Référence : 2012 CF 1286

Ottawa (Ontario), le 2 novembre 2012

En présence de monsieur le juge Boivin

 

ENTRE :

 

MARIE MACHE RAMEAU

 

 

 

demanderesse

 

et

 

 

 

PROCUREUR GÉNÉRAL DU CANADA

 

 

 

défendeur

 

 

 

 

 

           MOTIFS DE L’ORDONNANCE ET ORDONNANCE

 

[1]               Par la présente, la demanderesse demande à cette Cour en vertu de l’article 467 des Règles des Cours fédérales (Règles) une ordonnance de justification à l’encontre de la présidente de l’Agence canadienne de développement international (ACDI) sur la base qu’elle aurait commis un outrage au tribunal. Une allégation d’outrage au tribunal a une dimension criminelle ou du moins quasi criminelle (Bhatnager c Canada (ministre de l’Emploi et de l’Immigration), [1990] 2 RCS 217) pouvant mener à l’emprisonnement.

 

[2]               Selon la demanderesse, l’outrage au tribunal découlerait du fait que l’ACDI n’aurait pas respecté certains engagements énoncés dans l’entente du 29 novembre 2006 entre l’ACDI et la demanderesse.

 

[3]               Cette entente a été assimilée à une ordonnance de cette Cour par le juge Pinard le 29 mai 2012 en vertu du paragraphe 48(3) de la Loi canadienne sur les droits de la personne.

 

[4]               Sur la base de cette entente, l’ACDI a versé des sommes d’argent à la demanderesse. La demanderesse a également été nommée à titre intérimaire dans un poste au groupe et niveau PE-4 et elle a été affectée dans un poste au sein de la Commission de la fonction publique (CFP) en vertu d’une entente d’affectation convenue entre la CFP et l’ACDI. Cette affectation de douze (12) mois au sein de la CFP s’est déroulée entre le 15 février 2007 et le 14 février 2008. Pendant cette période l’ACDI a assumé le salaire et les bénéfices de la demanderesse tel que stipulé au paragraphe 5 de l’entente.

 

[5]               L’entente a par la suite été autorisée une seconde fois pour douze (12) mois à la différence que le salaire et les bénéfices de la demanderesse ont été assumés par la CFP.

 

[6]               Le 16 février 2009 au terme de la deuxième période d’affectation, la demanderesse a réintégré son poste au sein de l’ACDI au niveau PE-3.

 

[7]               La demanderesse allègue qu’en vertu du paragraphe 6 de l’entente, elle est en droit d’être réintégrée dans un poste PE-4, ce que conteste l’ACDI. Le paragraphe 6 de l’entente se situe au cœur du présent litige.

 

[8]               La demanderesse allègue ainsi que la présidente de l’ACDI aurait commis un outrage au tribunal en ne respectant pas l’entente du 29 novembre 2006 qui a été assimilé à une ordonnance.

 

Question en litige

[9]               La question à laquelle doit répondre la Cour est la suivante : Une ordonnance de justification doit-elle être émise à l’encontre de la présidente de l’ACDI?

 

[10]           Pour les motifs qui suivent, la Cour est d’avis que la question doit être répondue par la négative.

 

Analyse

[11]           En début d’audience, Me Létourneau a confirmé à la Cour qu’il agissait dans le dossier à titre d’agent au nom de l’avocat inscrit au dossier, Me Yavar Hameed.

 

[12]           Il est important d’emblée de souligner que la requête de la demanderesse en vertu de la Règle 467 vise à obtenir une ordonnance de justification, c’est-à-dire d’ordonner à la présidente de l’ACDI de comparaître devant un juge, d’être prête à entendre la preuve de l’acte qui lui est reproché et d’être prête à présenter une défense. Le fardeau de preuve de la demanderesse à ce stade-ci est une preuve prima facie de l’outrage reproché.

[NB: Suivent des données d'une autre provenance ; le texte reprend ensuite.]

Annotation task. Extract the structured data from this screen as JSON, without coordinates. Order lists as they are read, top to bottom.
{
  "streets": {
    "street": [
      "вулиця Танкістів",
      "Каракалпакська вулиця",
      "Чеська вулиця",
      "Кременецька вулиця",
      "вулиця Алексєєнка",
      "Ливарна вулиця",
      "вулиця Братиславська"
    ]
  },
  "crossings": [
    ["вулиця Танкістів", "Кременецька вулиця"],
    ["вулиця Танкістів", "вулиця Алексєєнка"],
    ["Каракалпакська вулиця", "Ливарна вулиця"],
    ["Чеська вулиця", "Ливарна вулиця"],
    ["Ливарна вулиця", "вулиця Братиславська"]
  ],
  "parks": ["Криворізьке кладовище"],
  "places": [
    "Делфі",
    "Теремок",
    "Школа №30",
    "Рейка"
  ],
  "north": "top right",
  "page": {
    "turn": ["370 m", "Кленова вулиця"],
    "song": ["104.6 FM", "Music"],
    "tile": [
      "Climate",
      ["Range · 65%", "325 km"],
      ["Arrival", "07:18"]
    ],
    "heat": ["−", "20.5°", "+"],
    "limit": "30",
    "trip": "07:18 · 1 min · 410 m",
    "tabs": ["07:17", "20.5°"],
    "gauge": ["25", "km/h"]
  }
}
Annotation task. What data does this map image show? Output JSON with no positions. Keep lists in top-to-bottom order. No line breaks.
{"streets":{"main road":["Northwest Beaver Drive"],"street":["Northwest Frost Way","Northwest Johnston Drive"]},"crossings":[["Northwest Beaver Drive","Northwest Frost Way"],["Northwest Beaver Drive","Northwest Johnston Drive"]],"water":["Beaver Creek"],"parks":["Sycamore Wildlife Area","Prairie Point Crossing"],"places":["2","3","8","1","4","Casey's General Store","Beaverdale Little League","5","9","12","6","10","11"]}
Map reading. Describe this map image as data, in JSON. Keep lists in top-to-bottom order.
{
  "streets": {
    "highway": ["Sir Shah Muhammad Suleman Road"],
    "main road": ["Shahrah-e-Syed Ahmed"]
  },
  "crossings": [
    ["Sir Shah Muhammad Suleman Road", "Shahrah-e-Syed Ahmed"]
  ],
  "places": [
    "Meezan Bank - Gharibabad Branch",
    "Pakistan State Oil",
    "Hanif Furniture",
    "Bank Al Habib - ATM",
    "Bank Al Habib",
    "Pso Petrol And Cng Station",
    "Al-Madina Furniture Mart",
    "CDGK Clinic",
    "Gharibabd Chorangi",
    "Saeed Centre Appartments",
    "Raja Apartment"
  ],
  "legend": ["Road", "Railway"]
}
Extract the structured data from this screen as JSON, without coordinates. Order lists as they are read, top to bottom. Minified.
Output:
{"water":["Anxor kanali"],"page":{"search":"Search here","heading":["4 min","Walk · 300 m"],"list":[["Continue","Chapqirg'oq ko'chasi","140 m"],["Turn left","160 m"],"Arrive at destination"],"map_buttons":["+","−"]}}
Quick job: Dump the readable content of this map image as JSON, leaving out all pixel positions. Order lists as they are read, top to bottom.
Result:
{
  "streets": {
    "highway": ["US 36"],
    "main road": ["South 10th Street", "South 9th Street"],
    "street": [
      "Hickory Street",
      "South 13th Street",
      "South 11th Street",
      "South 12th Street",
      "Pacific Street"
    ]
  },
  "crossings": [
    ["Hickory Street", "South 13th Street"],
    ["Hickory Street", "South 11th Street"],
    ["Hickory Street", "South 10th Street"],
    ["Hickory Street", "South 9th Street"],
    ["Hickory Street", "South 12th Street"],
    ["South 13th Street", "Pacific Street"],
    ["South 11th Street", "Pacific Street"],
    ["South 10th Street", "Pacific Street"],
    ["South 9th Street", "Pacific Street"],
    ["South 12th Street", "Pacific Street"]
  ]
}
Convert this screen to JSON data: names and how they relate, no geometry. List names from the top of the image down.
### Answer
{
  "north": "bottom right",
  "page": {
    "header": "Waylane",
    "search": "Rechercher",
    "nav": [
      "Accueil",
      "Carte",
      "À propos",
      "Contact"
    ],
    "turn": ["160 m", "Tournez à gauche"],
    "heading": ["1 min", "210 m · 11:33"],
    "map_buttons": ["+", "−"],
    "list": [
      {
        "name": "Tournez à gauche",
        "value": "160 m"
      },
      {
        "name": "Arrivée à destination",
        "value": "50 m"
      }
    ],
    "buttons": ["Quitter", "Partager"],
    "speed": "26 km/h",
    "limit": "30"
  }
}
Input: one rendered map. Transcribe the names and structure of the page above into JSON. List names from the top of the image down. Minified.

[13]           Le juge Russell a indiqué que la requête sollicitant une ordonnance de justification, comme en l’espèce, « requiert la preuve de l’existence d’une ordonnance de la Cour, la preuve de la connaissance par le défendeur de cette ordonnance et la preuve d’une violation délibérée de cette ordonnance » (Angus c Le Conseil tribal de la Première nation des Chipewyans des Prairies, 2009 CF 562, [2009] ACF no 757 (QL)).

 

[14]           Dans un premier temps, il convient de souligner qu’une ambiguïté a été soulevée lors de l’audience devant cette Cour quant à la signification de la requête à la présidente de l’ACDI pour obtenir une ordonnance de justification en vertu de l’article 467 des Règles et ce, conformément à la directive du 9 octobre 2012 émise par le juge Pinard. Or, après vérification, il appert clairement au dossier de la Cour que la requête de la demanderesse a été signifiée à personne à la présidente de l’ACDI.

 

[15]           La Cour aborde donc à ce stade-ci le paragraphe 6 de l’entente qui, tel que mentionné ci-dessus, se situe au cœur du litige.

 

[16]           La Cour constate que les parties s’appuient sur deux interprétations différentes du paragraphe 6 de l’entente. Le paragraphe 6 se lit comme suit :

6. Dans le cas où la plaignante ne réussi [sic] pas la formation dans les six premiers mois de son affectation à la Commission de la fonction publique, la plaignante retourne au sein de l’intimée au poste de PE-3. L’intimée s’engage à lui offrir une formation de 18 mois. Moyennant le résultat positif de l’évaluation trimestrielle basé sur des objectifs clairs et précis ainsi que des critères d’évaluation, la plaignante sera nommée au niveau PE-4 via un processus non annoncé à la fin de la période de formation de 18 mois.

 

[17]           Alors que la demanderesse est d’avis qu’en vertu du paragraphe 6 l’ACDI s’engageait à lui fournir une formation de dix-huit (18) mois et à la nommer à un poste PE-4 par l’entremise d’un processus non annoncé peu importe le moment de son éventuel retour au sein de l’ACDI, l’interprétation du défendeur est plutôt que le paragraphe 6, lorsque lu en conjonction avec les paragraphes 4 et 5, est limité dans le temps et ne s’appliquait que si la demanderesse retournait à l’ACDI dans les six (6) premiers mois. En s’appuyant sur l’Affidavit de M. Mario Sabourin, (Dossier de réponse, onglet 1), un témoin à l’entente, le procureur du défendeur plaide que le paragraphe 6 doit être interprété comme un « Plan B » au cas où la demanderesse n’aurait pas réussi sa formation à la CFP.

 

[18]           En l’espèce, la preuve ne révèle pas que la demanderesse ait échoué sa formation dans les six (6) premiers mois de son affectation à la CFP. Au contraire, elle y a complété sa formation et son affection a été reconduite. De plus, la Cour note que dans un courriel daté du 7 février 2008, la demanderesse indique son intention de poursuivre sa carrière à la CFP (Dossier de réponse, onglet C).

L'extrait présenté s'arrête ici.